Computer scientists have devised a digital crypto-currency in league with the Bank of England that could pose a devastating threat to large tranches of the financial industry, and profoundly change the management of monetary policy.
The proto-currency known as RSCoin has vastly greater scope than Bitcoin, used for peer-to-peer transactions by libertarians across the world, and beyond the control of any political authority.
The purpose would be turned upside down. RSCoin would be a tool of state control, allowing the central bank to keep a tight grip on the money supply and respond to crises. It would erode the exorbitant privilege of commercial banks of creating money out of thin air under a fractional reserve financial system.
“Whoever reacts too slowly to these developments is going to take it on the chin. They will lose their businesses,” said Dr George Danezis, who is working on the design at University College London.
“My advice is that companies should play very close attention to what is happening, because this will not go away,” he said. Layers of middlemen in payments systems face a creeping threat across the nexus of commerce, stockbroking, currency trading or derivatives. Many risk extinction over time.
“Deep in the markets there are dark pools buying and selling shares, and entities that facilitate that foreign exchange. There are Visa, Master, and PayPal. These are the sorts of guys that we are going to disrupt,” he said.
University College drafted the plan after being encouraged by the Bank of England last year to come up with a radical design for a secure digital currency. The Bank itself has an elite four-man unit grappling with the implications of crypto-currencies and blockchain technology.
Central banks at first saw Bitcoin as a rogue currency and a threat to monetary order, but they are starting to glimpse ways of turning the new technology to their advantage.
The findings of the University College team were delivered to the Network and Distributed System Security Symposium (NDSS) in San Diego, revealing for the first time what may be in store. Dr Danezis said a national pilot project could be up and running within eighteen months if a decision were made to launch such a scheme.
The RSCoin is deemed more likely to gain to mass acceptance than Bitcoin since the ledger would remain exclusively in the hands of the central bank, with the ‘trust’ factor of state authority. It would have the incumbency benefits of an established currency behind it.
“It seems very unlikely that, to any significant extent, we’ll ever be paying for things in Bitcoins, rather than pounds, dollars, or euros,” said Ben Broadbent, the Bank of England’s Deputy Governor.
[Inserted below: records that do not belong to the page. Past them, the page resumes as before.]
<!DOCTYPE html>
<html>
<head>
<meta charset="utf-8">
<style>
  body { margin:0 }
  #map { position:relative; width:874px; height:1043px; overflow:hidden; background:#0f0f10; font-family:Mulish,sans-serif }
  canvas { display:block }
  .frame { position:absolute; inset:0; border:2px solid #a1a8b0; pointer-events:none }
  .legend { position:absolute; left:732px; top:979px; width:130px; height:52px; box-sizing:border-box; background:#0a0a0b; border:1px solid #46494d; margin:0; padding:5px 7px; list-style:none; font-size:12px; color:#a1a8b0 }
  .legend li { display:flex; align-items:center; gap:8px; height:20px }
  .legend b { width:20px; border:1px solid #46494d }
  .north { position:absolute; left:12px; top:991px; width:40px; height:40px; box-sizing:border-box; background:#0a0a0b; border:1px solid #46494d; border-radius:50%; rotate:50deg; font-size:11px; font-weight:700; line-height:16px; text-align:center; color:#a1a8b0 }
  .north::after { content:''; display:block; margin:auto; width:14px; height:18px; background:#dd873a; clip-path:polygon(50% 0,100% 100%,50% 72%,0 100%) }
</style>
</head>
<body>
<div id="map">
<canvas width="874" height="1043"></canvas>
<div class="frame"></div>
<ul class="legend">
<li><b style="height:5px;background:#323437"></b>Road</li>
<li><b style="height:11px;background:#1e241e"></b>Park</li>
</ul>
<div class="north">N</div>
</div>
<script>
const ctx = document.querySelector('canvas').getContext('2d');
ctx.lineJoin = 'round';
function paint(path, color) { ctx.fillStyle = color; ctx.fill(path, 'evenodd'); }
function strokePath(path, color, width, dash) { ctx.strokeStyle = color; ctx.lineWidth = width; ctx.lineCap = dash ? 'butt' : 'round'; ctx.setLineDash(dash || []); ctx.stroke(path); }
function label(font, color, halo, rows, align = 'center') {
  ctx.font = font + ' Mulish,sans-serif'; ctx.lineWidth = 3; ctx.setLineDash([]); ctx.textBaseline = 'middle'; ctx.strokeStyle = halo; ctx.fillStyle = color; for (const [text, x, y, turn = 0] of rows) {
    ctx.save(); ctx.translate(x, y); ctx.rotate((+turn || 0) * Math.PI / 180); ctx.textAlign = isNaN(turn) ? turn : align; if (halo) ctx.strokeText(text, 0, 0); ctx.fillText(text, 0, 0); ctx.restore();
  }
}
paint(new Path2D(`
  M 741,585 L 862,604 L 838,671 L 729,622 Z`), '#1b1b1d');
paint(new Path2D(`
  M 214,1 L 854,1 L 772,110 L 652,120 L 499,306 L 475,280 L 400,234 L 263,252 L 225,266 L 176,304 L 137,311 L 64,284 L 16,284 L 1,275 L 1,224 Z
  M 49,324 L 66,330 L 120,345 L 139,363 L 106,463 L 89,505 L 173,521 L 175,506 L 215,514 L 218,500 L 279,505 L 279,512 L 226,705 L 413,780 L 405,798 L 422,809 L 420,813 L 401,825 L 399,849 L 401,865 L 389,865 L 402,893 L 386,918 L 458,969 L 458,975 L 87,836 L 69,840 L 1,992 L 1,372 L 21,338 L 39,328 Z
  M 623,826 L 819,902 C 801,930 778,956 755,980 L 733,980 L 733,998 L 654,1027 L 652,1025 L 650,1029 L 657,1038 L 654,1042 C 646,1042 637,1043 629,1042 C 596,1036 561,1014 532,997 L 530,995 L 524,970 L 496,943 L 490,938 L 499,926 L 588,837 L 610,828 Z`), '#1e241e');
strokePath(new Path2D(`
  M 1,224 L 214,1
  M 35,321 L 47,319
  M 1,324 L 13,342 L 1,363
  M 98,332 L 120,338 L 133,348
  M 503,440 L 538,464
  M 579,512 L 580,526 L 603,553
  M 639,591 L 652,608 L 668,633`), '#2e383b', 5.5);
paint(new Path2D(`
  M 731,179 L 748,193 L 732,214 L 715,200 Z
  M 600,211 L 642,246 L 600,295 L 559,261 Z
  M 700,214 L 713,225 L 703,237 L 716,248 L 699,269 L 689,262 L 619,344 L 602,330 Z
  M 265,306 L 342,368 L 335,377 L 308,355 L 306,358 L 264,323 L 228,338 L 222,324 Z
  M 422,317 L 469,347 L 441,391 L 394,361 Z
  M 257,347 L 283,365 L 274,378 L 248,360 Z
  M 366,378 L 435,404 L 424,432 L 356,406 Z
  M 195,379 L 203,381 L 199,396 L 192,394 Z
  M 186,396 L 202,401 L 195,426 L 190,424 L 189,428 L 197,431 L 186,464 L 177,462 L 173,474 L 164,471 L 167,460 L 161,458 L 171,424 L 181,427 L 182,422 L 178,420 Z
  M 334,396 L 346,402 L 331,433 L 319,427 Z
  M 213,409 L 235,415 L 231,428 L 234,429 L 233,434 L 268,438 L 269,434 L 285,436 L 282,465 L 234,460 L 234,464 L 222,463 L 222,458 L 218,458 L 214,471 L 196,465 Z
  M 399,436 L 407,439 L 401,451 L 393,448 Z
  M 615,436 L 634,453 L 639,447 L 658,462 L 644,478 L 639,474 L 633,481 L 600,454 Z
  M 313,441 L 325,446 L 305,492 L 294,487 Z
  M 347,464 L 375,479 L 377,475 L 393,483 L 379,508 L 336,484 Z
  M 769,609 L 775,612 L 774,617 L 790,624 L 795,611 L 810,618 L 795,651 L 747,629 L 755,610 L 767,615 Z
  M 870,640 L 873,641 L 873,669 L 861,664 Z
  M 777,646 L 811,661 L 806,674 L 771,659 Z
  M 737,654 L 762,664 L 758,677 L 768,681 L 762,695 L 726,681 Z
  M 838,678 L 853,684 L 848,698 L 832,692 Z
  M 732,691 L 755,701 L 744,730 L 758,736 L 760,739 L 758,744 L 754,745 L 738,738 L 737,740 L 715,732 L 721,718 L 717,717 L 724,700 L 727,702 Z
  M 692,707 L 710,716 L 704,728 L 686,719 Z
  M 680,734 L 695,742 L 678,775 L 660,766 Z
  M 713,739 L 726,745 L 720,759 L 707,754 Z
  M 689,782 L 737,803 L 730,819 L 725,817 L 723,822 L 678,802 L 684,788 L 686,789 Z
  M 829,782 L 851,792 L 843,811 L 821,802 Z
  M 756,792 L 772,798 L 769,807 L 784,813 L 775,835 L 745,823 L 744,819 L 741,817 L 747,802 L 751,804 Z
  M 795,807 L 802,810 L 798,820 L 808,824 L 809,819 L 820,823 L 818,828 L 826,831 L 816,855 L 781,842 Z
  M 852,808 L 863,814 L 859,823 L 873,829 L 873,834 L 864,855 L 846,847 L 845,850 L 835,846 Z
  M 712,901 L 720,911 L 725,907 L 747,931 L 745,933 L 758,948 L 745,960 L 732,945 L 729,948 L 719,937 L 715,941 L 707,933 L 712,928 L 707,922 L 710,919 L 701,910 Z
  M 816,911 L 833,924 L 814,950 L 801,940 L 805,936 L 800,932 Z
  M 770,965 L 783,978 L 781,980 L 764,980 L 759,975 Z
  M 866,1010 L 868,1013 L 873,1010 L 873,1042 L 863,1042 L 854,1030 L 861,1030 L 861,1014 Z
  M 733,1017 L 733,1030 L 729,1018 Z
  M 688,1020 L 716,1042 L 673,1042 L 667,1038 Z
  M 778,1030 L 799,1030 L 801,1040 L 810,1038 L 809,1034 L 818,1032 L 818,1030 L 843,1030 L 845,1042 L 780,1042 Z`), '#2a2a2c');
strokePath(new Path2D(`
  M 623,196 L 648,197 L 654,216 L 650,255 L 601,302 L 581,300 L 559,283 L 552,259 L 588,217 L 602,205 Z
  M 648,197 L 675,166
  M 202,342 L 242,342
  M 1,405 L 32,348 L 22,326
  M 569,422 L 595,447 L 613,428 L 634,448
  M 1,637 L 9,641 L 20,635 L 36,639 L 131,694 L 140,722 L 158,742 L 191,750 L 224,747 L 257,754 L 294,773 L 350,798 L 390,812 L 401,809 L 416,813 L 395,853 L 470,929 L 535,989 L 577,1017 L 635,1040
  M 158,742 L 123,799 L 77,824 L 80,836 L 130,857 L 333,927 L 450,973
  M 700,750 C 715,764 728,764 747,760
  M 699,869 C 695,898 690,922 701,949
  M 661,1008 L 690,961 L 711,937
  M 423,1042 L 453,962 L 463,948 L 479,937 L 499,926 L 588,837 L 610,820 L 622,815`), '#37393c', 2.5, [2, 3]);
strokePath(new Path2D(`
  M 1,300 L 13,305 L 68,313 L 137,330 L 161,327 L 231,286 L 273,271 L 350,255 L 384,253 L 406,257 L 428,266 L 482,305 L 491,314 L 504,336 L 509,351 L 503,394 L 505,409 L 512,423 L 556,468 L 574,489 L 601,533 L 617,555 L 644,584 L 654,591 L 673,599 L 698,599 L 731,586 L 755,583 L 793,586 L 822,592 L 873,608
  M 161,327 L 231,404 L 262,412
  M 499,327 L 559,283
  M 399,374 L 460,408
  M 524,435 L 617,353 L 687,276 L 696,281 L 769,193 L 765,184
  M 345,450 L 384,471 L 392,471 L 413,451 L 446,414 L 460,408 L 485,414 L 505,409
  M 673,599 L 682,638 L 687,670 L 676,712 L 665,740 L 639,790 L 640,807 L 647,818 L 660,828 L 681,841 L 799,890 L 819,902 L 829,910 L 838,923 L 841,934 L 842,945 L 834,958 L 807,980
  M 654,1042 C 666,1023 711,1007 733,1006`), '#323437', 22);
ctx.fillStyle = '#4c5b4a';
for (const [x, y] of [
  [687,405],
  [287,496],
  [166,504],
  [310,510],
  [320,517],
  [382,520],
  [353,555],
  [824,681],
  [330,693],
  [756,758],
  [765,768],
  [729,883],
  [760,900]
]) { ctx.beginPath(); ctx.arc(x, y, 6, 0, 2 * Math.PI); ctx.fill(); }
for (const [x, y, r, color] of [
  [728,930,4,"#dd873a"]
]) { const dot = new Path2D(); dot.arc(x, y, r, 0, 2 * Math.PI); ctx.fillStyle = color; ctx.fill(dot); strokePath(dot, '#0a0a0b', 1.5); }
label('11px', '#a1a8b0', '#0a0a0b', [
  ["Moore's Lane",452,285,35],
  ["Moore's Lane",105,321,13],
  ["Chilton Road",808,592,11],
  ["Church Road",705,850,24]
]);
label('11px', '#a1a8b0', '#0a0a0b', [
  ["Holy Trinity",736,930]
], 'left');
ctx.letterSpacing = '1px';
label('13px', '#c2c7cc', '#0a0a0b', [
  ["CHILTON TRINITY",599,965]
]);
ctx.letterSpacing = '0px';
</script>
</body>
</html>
There were an estimated $5bn of Bitcoin transactions in the US last year, a remarkable phenomenon but a trivial sum in the greater scheme of things.
Mr Broadbent said the attraction is the settlement mechanism used by Bitcoin, the so-called ‘distributed ledger’. “The function goes right to the heart of what central banks do,” he said in a speech earlier this month.
Bitcoin is inherently limited, a niche for aficionados and the ideological heir’s of the 19th Century ‘free banking’ movement. Its code restricts it to a limit of 21 billion Bitcoins, and it can handle only seven transactions per second. “It is a Peter Pan system, and it doesn’t really grow up,” said Dr Danezis.
Critics say it is also vulnerable to “double spending attacks”, a form of manipulation where the same money is paid to two different people. One of them is tricked and receives nothing. The victim has no legal recourse.
University College’s RSCoin is safer, faster, and far less less volatile. It can scale up indefinitely. Its beauty is that it cuts out the middleman, and reduces costs to a wafer thin level.
Mr Broadbent said such a currency could greatly widen the balance sheet of a central bank, hinting that the system could be designed in such a way that ordinary people could by-pass the commercial banks and hold balances directly with the Bank of England – a staggering concept. “It’s likely you’d see money moving out of existing deposits,” he said.
Mr Broadbent said the system could in principle be used to cover government services, tax collection, and benefit payments. It is more likely to start with the settlement of bonds and equities, and for exchanges and clearing houses.
The settlement systems used by central banks – CHAPS, TARGET2, and Fedwire – are expensive and rely on stagnant technology. The UK-based CHAPS system handled £68 trillion of transactions last year.
RSCoin may be irresistible for central banks. Dr Danezis said it is allows them to turn the money tap on and off with calibrated precision, and lets them track the sort of counterparty liabilities that nearly blew up the financial system during the Lehman crisis. “There would be instant visibility. They could react very quickly in an emergency, ” he said.
Ultimately it could achieve some of the objectives of ‘narrowing banking’ proposed by Adam Smith, or the Chicago Plan put forward by US economists in the 1930s – but never enacted – to transfer control of money creation from private banks to the state. Arguably, this would make the financial system safer and less prone to boom-bust cycles.
Dr Danezis said there are three big centres of research and innovation into the fast-moving area of ‘Fintech’ and crypto-currencies. The City is at the cutting edge. “The game is between London, New York, and Silicon Valley in California,” he said.